The Impact of Flutter on Software Development

Google introduced Flutter in May 2017. Although Dart, which was also introduced to the world by Google, has been around since 2011. But Flutter and Dart have since gained prominence among developers because of the flexibility they brought to software development. Although Flutter was initially for cross-platform mobile development, it has extended its reach to desktop and web.

“Flutter is highly portable and already works on many form factors beyond phones… So if I look forward a few years, I see Flutter running in a ton more places,” says Engineering Manager at Google, Eric Seidel.

Flutter makes software development faster. 43% of app developers are working on cross-platform app projects, according to a Jet Brains survey. You can imagine how much time and money they save because Flutter lets them code for multiple platforms easily.

Additionally, Flutter fosters the current no-code/low-code trend. It’s old news that one can convert Google docs into HTML using an HTML converter. Flutter supports design exports to Dart code in minutes, hence reducing the time spent on coding designs — Adobe XD supports designs-to-Flutter exports.

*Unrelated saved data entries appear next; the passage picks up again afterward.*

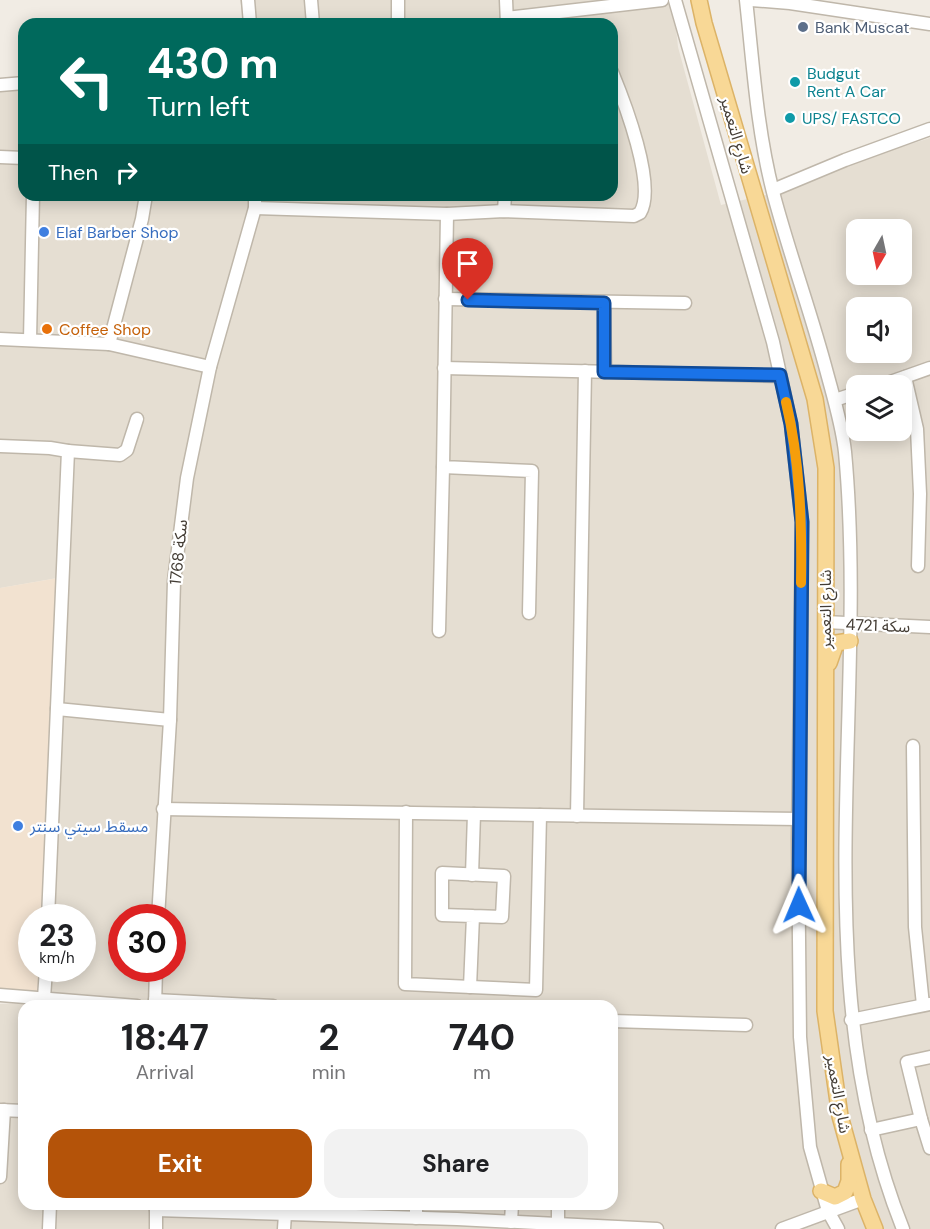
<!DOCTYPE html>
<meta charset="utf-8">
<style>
body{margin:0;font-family:"DM Sans","Noto Sans Arabic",sans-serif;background:#f2f2f2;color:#202124;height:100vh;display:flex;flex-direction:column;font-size:22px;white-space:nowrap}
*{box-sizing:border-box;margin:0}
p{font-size:20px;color:#757577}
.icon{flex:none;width:33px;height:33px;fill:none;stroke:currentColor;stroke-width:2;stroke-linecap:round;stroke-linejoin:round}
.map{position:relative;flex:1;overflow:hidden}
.details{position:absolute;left:18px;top:1000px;width:600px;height:210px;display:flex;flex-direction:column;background:#fff;border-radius:18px;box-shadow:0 3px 15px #0003}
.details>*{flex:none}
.banner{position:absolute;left:18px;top:18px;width:600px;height:183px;border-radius:18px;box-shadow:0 3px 15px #0003;background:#00695c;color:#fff;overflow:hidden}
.needle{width:39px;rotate:189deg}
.buttons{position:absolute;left:846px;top:219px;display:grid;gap:12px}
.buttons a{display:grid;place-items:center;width:66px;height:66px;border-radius:12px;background:#fff;box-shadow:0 3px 15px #0003;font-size:30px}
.speed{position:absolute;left:18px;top:904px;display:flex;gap:12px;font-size:30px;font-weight:700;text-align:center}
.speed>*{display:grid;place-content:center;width:78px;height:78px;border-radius:50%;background:#fff;box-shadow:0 3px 15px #0003;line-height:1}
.speed small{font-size:15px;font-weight:400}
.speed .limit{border:9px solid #d22;background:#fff;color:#111}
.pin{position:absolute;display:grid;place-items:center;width:51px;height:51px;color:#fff;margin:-62px -26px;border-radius:50% 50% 50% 0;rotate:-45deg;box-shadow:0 0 6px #0007}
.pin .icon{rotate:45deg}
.me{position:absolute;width:66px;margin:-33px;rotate:359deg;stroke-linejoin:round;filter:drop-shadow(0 0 4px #0008)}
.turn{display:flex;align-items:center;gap:21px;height:126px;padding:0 30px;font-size:27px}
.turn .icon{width:78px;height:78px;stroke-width:2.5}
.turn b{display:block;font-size:42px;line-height:51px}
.then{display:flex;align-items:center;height:57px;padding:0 30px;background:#0003;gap:12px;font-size:22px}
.eta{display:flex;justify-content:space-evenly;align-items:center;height:102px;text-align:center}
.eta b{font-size:36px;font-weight:700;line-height:42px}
.button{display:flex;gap:12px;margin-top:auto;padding:12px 30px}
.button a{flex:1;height:69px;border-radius:18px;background:#b45309;color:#fff;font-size:24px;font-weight:700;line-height:69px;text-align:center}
.button a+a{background:#f2f2f2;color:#202124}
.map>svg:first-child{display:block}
</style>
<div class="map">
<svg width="930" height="1229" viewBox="0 0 930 1229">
<rect width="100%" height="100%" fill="#f1ece4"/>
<path fill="#e5ded2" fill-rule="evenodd" d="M 240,0 L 673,0 L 678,47 L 721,205 L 791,189 L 882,153 L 930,138 L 930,1229 L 0,1229 L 0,1004 L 50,1001 L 52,969 L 82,969 L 82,918 L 54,918 L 69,576 L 0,588 L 0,79 L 24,76 L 24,195 L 612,195 L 612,24 L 244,24 ZM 856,230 L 902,230 L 902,274 L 856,274 ZM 856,308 L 902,308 L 902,352 L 856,352 ZM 856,386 L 902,386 L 902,430 L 856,430 ZM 122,918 L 172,918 L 172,969 L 122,969 ZM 24,1006 L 612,1006 L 612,1204 L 24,1204 Z"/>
<polygon fill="#f2e2d0" points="64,577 48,918 32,918 32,969 46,969 44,998 0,995 0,588"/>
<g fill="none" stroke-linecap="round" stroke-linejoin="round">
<g stroke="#bfb7aa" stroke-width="15">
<g id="minor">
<polyline points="248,0 250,24"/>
<polyline points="311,0 313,24"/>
<polyline points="398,0 398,24"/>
<polyline points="506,0 507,24"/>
<polyline points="675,0 773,342 791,424 802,522 798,841 800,1037 810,1147 828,1211 838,1229"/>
<path d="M 746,0 C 753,64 757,130 773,192 C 789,253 811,312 827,373 C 834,399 842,425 845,452 C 869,711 803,980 903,1229"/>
<polyline points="751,0 790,3 930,24"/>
<polyline points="507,18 662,0"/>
<polyline points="0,85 24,83"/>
<polyline points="0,157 24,158"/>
<polyline points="773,190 845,160 930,129"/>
<path d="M 255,208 L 447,214 L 504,211 L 634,216 L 640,213 C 657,186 624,101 612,72"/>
<polyline points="504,211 505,195"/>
<polyline points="447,214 443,467 532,471 529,613"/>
<polyline points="445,299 685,303"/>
<polyline points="604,303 605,372"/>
<polyline points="0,339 109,344 210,367"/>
<polyline points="30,340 33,195"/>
<polyline points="109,344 142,219 146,195"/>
<polyline points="444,368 780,376"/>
<polyline points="905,377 917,429 920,494 918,566"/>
<polyline points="879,386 930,368"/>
<polyline points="835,400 856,393"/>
<polyline points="0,446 50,448 68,451 48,918"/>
<polyline points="68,451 120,455 127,450 137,419"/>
<polyline points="825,622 930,627"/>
<polyline points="439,631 443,467"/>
<polyline points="57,709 170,720"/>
<polyline points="913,746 915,927 923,1005"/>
<polyline points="163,809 799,819"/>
<polyline points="406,812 405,984 536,990 540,815"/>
<polyline points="577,816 585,371"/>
<polyline points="472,875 474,814"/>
<polyline points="158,918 170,720 174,581 187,478 210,367 255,208 255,195"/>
<polyline points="470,987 473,916 442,915 442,873 504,876 502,917 473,916"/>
<polyline points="0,995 137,1006"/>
<polyline points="44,998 46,969"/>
<polyline points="155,1000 273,1006"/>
<polyline points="155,1006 156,969"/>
<polyline points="851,1020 930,1004"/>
<polyline points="612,1021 746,1025"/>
<polyline points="0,1110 24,1111"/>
<polyline points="921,1119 907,1062 930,1057"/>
<polyline points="871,1130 921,1119 930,1148"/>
<polyline points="0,1177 4,1110"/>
<polyline points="156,1210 457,1219 657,1229"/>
<polyline points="416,1218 416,1204"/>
<polyline points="511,1222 512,1204"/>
<polyline points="558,1224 558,1204"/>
<polyline points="49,1229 50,1204"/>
<polyline points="156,1229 156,1204"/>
<polyline points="284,1229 285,1214"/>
<polyline points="782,1229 863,1199"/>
</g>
</g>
<g stroke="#dcb367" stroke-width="18">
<g id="major">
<polyline points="699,0 704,23 815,399 826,468 825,1011 840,1116 863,1199 875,1229"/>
<polyline points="829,663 836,643 850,641"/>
<polyline points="821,1191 835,1197 845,1192 849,1181 849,1164"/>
</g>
</g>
<use href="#minor" stroke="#fff" stroke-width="12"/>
<use href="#major" stroke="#f8d896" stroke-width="15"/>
</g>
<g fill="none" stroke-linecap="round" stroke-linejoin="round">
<g stroke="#114b97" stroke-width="15">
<polyline id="route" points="468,300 604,303 604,372 780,375 791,424 802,522 799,905"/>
</g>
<use href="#route" stroke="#1a73e8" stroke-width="10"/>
<path stroke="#f59e0b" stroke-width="10" d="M 786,402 C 800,461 802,522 801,583"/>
</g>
<circle fill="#5c6f8a" stroke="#fff" stroke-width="2" cx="803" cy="27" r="6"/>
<g fill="#0f9aa8" stroke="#fff" stroke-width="2">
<circle cx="795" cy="82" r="6"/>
<circle cx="790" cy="118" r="6"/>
</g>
<g fill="#3f7fe0" stroke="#fff" stroke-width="2">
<circle cx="44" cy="232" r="6"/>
<circle cx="18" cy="826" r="6"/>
</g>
<circle fill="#e8710a" stroke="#fff" stroke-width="2" cx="47" cy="329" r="6"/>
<g text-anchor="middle" stroke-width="4.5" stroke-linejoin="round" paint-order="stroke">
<g font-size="16" fill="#4e5e75" stroke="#fff" text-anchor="start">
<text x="815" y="33">Bank Muscat</text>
</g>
<g font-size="16" fill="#0d838f" stroke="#fff" text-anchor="start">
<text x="807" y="79">Budgut<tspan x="807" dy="18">Rent A Car</tspan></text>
<text x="802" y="124">UPS/ FASTCO</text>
</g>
<g font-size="16" fill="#433c34" stroke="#fff">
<text transform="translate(737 135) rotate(74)" y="6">شارع التعمير</text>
<text transform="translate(178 552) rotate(-84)" y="6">سكة 1768</text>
<text transform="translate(825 609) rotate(-90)" y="6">شارع التعمير</text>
<text transform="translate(878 625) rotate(2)" y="6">سكة 4721</text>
<text transform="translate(839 1094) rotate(80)" y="6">شارع التعمير</text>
</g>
<g font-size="16" fill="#366cbe" stroke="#fff" text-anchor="start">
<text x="56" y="238">Elaf Barber Shop</text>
<text x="30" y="832">مسقط سيتي سنتر</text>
</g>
<g font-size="16" fill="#c56008" stroke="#fff" text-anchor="start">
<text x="59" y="335">Coffee Shop</text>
</g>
</g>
</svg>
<div class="buttons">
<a><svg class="needle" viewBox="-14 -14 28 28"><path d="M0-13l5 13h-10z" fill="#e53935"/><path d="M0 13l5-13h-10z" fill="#757577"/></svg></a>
<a><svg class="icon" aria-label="sound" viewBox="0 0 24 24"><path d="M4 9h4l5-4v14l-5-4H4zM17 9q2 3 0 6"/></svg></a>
<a><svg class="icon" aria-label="layers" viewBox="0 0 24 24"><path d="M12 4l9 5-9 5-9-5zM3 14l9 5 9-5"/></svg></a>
</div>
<div class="speed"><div>23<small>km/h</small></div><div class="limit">30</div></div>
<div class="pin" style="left:468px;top:300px;background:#d93025"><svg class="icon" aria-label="arrive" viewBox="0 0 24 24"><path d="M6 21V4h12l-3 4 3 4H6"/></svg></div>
<svg class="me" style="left:799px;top:905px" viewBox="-20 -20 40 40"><path d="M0-17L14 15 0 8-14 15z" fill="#1a73e8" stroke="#fff" stroke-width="4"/></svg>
<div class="banner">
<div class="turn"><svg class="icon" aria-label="left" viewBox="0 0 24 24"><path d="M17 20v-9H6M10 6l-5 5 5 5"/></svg><div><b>430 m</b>Turn left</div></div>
<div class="then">Then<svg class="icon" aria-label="right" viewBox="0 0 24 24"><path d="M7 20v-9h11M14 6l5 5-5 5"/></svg></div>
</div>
<section class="details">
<div class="eta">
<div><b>18:47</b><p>Arrival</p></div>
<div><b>2</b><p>min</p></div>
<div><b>740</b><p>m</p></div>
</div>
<div class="button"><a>Exit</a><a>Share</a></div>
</section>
</div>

Earlier this year, in May, Google released Dart 2.17 and Flutter 3.0. These releases extended Flutter/Dart support to more platforms and concepts, including foldable phone support and games support. That’s to show you that Google means business. But if we choose to be pessimistic and doubt that Flutter will remain popular in the future, we can’t take away the impact of Flutter on software development. In the coming years, we will see more technologies that enable thorough cross-platform software development.